Saturday, July 16, 2022

REVIEW: The Shadows of Total War: Europe, East Asia, and the United States, 1919–1939 ed. Roger Chickering and Stig Forster

Image from Cambridge University Press

The Shadows of Total War
is the fourth volume in a series of five collating the proceedings of the German Historical Institute in Washington, D.C’s conferences on total war. This collection of 18 essays examines the concept through the interwar period, covering a spread of topics from military history as well as interdisciplinary perspectives. The strength of the volume is unequal, with the third and fourth parts, ‘Visions of the Next War’ and ‘Projections and Practice’, bearing out as much stronger and cohesive to the theme of total war. More so than in the first two parts of the volume, these later essays interrogate the social, philosophical, and policy implications of responding to the First World War as a total war and preparing – materially, ideologically, or both – for the next war as one of similar calibre. 

Chickering’s essay on Ludendorff, for example, is an engaging appraisal of the general’s increasingly desperate attempts to rationalise the Germany’s 1918 defeat. Partly biographical and partly bibliographical in nature, it tracks his conviction in the “growing opposition between war and politics” and of  “annihilation of the enemy” as a primary war aim; how his chauvinistic criticism of the home front was radicalised to include othering of groups such as the Jews and the Masons, and became part of the ideological milieu of the nationalist far right; and how, while a peripheral figure in discourse on the specific theme of total war, Ludendorff’s contributions to the literature are important in that they were ultimately not unique, signifying their broad acceptance in German military and political thinking by the 1930s. This essay successfully argues for the evolution of ideological drivers behind why the Second World War was the closest conflict to a ‘model’ or ‘ideal’ total war, using Ludendorff as a microcosm of both veteran and leadership experiences.

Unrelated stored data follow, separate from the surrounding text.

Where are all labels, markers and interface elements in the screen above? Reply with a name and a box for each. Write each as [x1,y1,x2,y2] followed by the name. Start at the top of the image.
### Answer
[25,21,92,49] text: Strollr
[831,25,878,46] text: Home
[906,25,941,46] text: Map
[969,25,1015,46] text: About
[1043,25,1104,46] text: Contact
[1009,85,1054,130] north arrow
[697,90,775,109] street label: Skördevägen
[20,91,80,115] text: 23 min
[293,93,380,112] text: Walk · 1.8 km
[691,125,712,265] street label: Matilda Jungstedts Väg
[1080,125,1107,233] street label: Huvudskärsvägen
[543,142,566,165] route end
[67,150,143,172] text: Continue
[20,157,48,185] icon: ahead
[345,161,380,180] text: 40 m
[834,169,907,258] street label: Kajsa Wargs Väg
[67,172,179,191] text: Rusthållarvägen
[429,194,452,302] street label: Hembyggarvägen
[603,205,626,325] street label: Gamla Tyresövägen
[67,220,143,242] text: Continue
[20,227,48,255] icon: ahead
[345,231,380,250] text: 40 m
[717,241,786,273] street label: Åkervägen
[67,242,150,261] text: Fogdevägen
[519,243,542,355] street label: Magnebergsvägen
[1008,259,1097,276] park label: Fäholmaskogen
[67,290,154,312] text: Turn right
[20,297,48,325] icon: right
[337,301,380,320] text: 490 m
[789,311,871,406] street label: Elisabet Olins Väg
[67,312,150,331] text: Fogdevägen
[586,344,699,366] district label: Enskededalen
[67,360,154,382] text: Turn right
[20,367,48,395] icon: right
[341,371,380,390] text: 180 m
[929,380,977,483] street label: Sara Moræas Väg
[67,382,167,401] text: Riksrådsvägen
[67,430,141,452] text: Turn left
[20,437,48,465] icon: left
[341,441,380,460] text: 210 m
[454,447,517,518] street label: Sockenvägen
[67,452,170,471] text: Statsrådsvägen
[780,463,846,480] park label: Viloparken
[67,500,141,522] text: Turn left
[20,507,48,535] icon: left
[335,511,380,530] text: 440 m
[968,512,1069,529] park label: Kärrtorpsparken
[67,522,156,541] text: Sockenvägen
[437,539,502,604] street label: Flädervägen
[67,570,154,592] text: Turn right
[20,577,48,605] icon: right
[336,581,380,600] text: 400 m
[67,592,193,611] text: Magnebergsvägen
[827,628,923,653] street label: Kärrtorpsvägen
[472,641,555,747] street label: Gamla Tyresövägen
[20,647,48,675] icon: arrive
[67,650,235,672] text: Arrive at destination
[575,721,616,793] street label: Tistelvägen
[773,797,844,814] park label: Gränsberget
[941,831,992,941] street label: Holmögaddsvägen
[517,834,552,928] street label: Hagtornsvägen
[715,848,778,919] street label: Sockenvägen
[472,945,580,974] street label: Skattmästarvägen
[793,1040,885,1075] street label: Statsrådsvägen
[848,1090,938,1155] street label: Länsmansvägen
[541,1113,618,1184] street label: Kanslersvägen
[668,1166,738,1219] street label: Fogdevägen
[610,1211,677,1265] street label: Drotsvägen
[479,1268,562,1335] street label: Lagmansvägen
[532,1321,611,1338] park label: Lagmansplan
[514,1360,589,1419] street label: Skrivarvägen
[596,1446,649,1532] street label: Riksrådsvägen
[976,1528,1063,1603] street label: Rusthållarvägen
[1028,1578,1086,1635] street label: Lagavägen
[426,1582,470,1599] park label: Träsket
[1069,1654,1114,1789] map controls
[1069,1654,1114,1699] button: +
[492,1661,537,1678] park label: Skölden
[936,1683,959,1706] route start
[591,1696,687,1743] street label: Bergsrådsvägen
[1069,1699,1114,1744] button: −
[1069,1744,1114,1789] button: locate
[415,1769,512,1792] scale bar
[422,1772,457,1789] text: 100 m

Similar successes are seen elsewhere. Baumann and Segesser’s evaluation of British and French officers’ journals illustrate how military leadership perceived mobilisation of material and moral resources, including how priorities differed between branches in the British armed forces and how the experience of the last war prepared France to fight another like it, rather than what the Second World War became. Stuchtey’s essay also engages well with the imperial angle of total mobilisation, including how in Britain, policy was dependent on and hampered by the disconnect between Whitehall and dominions such as Canada, who were exercising more nationalistic policies under increased separation from the Crown; territories that could swiftly become strategic liabilities, such as India; and Crown colonies such as Singapore, wherein indecisiveness from Whitehall and pressure from Australia led to uneven decisions on construction of the naval base. 

Rohkrämer’s evaluation of author Ernst Jünger’s experience of the First World War, and the transformative way it affected his conception of heroism juxtaposed against the most brutal aspects of modernity, deconstructed a unique case study on the artistic and social fallout of the conflict, that ultimately – in some circles – fed in to worldviews more receptive of waging total war in future. However, the conclusion of this essay brings up a structural issue common to several of the pieces in this volume – namely, that it rushes to reassociate the essay’s theme with total war, rather than interweaving the interrogation throughout. While appreciating that conference papers adapted for publication may not bear the same initial structure as a paper originally in written format, some concluding paragraphs are jarring. Rohkrämer’s essay, for example, in the final sentence asserts that the ‘love’ for total war engendered by Jünger and other veterans’ response to their frontline experiences “contributed to the rise of National Socialism and to the unleashing of the next world war” (Chapter 9, Loc. 2421); however, arguing for said contribution wasn’t the thesis of the essay – the fact that total war became ‘loved’ by Jünger due to his response to modernity left the conclusion, while valid, seemingly hanging in mid-air. 

The structure of the volume generally succeeds; however, I am an advocate of building historical narratives chronologically, rather than commencing with retrospectives of the era, as this volume does. It ultimately – and understandably – has no firm conclusion on the definition of ‘total war’ conceptually, nor on its significance as an analytical framework. However, the introduction itself acts as a very effective general primer. Commencing the volume with essays such as Chickering’s on Ludendorff would have presented some conceptual frameworks of the ‘total war’ theme earlier, creating a stronger thematic through-line, while moving the three retrospective essays to the end would have provided a sold terminus to a collection that, by the very nature of the nebulous concept it discusses, cannot attain a firm conclusion. Ultimately, further structural edits both to the content and organisation of Shadows of Total War would have lent greater weight and cohesion to a collection full of many very strong, intellectually stimulating essays.